ETL process does not support currency units normalization for monetary entities
ETL process does not currently support normalizing currency units for monetary entities. This means that if invoices contain amounts in various currencies, the data is extracted as-is without any currency conversion or normalization.
Limitations during Text-to-SQL conversion
The following limitations are observed with Text to SQL conversion:
- Semantic matching of the schema - The LLM does not correctly match columns with semantic similarity.
- Wrong dialect for date queries.
- Only supports VARCHAR columns, other datatypes result in non-executable SQL when operations are requested.
- If a single field contains multiple separate values, the entire field content is treated as a single unified value.
Limitation for granite retrieval service model
The following limitations have been observed in the use of the granite retrieval service model:
- The system does not cast columns to DOUBLE or DATE even if their names suggest they store double or date values when the granite retrieval service model is used.
- When the user query includes explicit instructions to perform operations like summing, averaging, or filtering based on comparisons whether the value is greater than or lesser than some other value, and so forth, the system generates non-executable SQL statements.
Limitation for llama retrieval service model
The following limitations have been observed in the use of the llama retrieval service model:
- When casting date values only the following date formats are accepted:
%b %d, %Y,%m-%d-%Y,%y-%m-%d,%d.%m.%Y,%m.%d.%Y,%d-%M-%Y,%Y-%m-%d,%d/%m/%Y,%m/%d/%Y
If the value is not in the supported format, the default date value assigned will be2000-01-01. - If the value is not a valid double, the system does not cast it to DOUBLE and it assigns NULL.
- When the system reuses an already cast column in another clause (such as order by or group by), it casts and replaces regex again.
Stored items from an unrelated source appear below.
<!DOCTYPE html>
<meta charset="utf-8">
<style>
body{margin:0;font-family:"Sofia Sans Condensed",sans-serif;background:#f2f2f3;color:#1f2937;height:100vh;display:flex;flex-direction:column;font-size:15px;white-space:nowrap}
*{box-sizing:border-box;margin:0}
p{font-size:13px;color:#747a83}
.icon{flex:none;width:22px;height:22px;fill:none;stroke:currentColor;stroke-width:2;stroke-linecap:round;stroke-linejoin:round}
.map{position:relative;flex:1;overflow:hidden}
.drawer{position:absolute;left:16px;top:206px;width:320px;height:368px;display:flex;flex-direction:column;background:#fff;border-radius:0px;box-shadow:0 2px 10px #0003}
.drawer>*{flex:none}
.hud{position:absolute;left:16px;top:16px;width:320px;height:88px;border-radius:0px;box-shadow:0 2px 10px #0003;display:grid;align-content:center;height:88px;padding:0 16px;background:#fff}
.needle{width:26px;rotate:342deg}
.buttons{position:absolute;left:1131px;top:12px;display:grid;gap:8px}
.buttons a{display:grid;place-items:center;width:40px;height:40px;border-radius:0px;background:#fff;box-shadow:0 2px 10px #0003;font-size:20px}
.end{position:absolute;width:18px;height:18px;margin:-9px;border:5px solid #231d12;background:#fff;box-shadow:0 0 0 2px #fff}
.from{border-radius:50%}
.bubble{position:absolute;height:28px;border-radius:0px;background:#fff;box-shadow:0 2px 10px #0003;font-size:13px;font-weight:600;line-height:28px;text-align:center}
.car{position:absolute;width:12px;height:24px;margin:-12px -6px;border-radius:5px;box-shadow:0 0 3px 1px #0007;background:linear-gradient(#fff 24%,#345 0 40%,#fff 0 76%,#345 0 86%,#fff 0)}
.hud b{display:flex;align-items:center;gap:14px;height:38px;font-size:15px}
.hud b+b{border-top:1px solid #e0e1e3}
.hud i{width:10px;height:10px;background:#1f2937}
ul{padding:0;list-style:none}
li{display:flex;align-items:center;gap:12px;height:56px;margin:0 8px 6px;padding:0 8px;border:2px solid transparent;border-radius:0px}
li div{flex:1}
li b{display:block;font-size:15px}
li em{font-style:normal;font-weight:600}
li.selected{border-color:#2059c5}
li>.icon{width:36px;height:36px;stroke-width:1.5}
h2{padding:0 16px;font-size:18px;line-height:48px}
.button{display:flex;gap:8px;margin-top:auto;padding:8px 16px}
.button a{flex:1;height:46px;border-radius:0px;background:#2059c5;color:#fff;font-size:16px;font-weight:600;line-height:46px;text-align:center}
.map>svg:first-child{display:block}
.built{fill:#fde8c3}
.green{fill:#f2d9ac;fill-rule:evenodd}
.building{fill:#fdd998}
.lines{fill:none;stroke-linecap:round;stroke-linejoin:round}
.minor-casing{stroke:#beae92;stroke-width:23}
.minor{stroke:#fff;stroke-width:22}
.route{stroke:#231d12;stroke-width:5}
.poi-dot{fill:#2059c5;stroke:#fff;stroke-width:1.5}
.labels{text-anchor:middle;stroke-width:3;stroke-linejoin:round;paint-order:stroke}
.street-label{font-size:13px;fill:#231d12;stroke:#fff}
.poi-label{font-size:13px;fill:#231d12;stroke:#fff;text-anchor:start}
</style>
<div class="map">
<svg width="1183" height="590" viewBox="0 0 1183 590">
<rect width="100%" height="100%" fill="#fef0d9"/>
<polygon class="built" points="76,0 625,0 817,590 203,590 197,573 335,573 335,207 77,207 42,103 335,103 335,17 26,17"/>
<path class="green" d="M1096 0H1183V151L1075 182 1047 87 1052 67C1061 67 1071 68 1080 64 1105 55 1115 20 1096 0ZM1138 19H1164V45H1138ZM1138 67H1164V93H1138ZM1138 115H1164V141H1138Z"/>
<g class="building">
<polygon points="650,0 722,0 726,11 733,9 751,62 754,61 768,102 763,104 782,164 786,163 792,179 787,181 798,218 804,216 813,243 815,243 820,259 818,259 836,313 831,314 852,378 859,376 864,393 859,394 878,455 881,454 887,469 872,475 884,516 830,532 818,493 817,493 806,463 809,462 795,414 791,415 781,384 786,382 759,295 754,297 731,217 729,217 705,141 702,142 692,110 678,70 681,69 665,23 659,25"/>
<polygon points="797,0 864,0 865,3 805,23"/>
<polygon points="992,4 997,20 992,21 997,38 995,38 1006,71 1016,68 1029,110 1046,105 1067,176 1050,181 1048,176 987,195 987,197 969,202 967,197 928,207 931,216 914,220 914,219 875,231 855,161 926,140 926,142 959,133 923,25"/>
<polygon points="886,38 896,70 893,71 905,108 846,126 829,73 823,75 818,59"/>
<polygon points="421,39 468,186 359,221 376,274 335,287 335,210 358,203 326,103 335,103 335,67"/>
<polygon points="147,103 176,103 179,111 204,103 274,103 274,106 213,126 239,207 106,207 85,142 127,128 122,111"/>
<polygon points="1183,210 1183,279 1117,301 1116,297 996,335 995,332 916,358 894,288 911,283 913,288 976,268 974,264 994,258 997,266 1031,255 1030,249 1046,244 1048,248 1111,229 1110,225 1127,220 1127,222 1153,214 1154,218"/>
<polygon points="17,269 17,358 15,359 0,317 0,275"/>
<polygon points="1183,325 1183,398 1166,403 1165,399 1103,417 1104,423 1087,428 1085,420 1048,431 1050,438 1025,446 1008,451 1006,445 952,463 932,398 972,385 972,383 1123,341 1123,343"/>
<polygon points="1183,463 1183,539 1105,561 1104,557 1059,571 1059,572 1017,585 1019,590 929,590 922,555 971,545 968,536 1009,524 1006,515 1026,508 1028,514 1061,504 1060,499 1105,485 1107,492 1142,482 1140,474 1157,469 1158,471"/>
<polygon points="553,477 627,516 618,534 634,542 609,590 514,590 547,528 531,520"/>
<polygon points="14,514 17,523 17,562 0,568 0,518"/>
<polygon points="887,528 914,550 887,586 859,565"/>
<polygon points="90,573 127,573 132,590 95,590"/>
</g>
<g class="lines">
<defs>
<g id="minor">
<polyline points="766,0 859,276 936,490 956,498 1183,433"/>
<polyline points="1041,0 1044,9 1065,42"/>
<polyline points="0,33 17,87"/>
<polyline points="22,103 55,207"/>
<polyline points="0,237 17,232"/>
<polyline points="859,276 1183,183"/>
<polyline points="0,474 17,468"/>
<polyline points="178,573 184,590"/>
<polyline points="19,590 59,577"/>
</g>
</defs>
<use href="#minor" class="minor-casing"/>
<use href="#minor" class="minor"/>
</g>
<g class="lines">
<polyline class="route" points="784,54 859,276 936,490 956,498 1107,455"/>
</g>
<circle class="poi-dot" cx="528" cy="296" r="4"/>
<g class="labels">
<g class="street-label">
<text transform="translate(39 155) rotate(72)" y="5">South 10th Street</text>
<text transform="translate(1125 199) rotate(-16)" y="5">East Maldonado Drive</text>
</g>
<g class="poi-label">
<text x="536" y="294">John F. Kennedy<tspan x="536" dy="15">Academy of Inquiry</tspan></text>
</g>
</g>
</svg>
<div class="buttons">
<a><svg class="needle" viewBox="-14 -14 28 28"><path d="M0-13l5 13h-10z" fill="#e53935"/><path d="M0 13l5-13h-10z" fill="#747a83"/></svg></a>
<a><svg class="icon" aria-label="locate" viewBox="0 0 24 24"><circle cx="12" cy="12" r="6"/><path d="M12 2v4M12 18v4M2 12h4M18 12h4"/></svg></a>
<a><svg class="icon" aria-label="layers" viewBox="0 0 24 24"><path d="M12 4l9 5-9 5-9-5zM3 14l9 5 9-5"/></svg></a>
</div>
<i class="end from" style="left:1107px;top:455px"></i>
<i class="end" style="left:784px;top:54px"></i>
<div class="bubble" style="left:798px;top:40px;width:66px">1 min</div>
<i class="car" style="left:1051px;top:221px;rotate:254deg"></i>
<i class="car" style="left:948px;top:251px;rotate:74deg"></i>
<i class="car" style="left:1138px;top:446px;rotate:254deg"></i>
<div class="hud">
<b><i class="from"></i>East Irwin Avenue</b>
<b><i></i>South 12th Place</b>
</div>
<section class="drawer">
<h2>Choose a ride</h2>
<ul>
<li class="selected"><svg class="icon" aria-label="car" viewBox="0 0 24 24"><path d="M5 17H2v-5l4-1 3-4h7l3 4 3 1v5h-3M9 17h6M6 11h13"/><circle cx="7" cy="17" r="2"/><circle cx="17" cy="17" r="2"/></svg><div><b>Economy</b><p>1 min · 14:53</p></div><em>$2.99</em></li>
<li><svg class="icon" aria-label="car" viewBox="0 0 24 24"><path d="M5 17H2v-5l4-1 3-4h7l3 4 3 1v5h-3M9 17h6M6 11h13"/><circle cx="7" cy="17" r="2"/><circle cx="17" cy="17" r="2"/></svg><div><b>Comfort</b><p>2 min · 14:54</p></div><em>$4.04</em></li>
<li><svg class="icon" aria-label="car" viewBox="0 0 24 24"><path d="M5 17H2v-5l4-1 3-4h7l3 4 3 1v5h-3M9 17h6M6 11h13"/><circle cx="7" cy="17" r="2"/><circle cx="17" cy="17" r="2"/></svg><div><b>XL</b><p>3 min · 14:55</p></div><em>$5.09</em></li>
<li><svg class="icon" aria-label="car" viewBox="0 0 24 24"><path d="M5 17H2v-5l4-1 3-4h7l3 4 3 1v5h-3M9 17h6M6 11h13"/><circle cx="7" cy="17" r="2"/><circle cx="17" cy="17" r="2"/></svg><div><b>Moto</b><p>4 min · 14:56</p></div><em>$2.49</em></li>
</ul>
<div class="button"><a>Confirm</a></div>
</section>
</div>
This causes errors because the regex only accepts VARCHAR parameters, but the column's data type has already changed due to the initial cast, leading to SQL execution failures.
Row filtering based on user groups will not be applied when ACLs are ingested from data sources that contains user groups.
Limitations in Customizable Schema Support in Milvus
Milvus currently imposes the following limitations on customizable schema support:
- Each collection must include at least one vector field.
- A primary key field is required.
Retrieval service behavior: Milvus hybrid search across all vector fields
When multiple vector fields are defined in a collection, Retrieval Service performs a Milvus hybrid search across all of them regardless of their individual relevance to the query.
Ensuring data governance with the document_id field
A document_id field is required to ensure proper data governance and to enable correlation between vector and SQL-based data.
System fails to transform values appropriately
The system does not convert shorthand values (for example, 30K to 30000) or standardize currency formats (for example, $39M), affecting data consistency.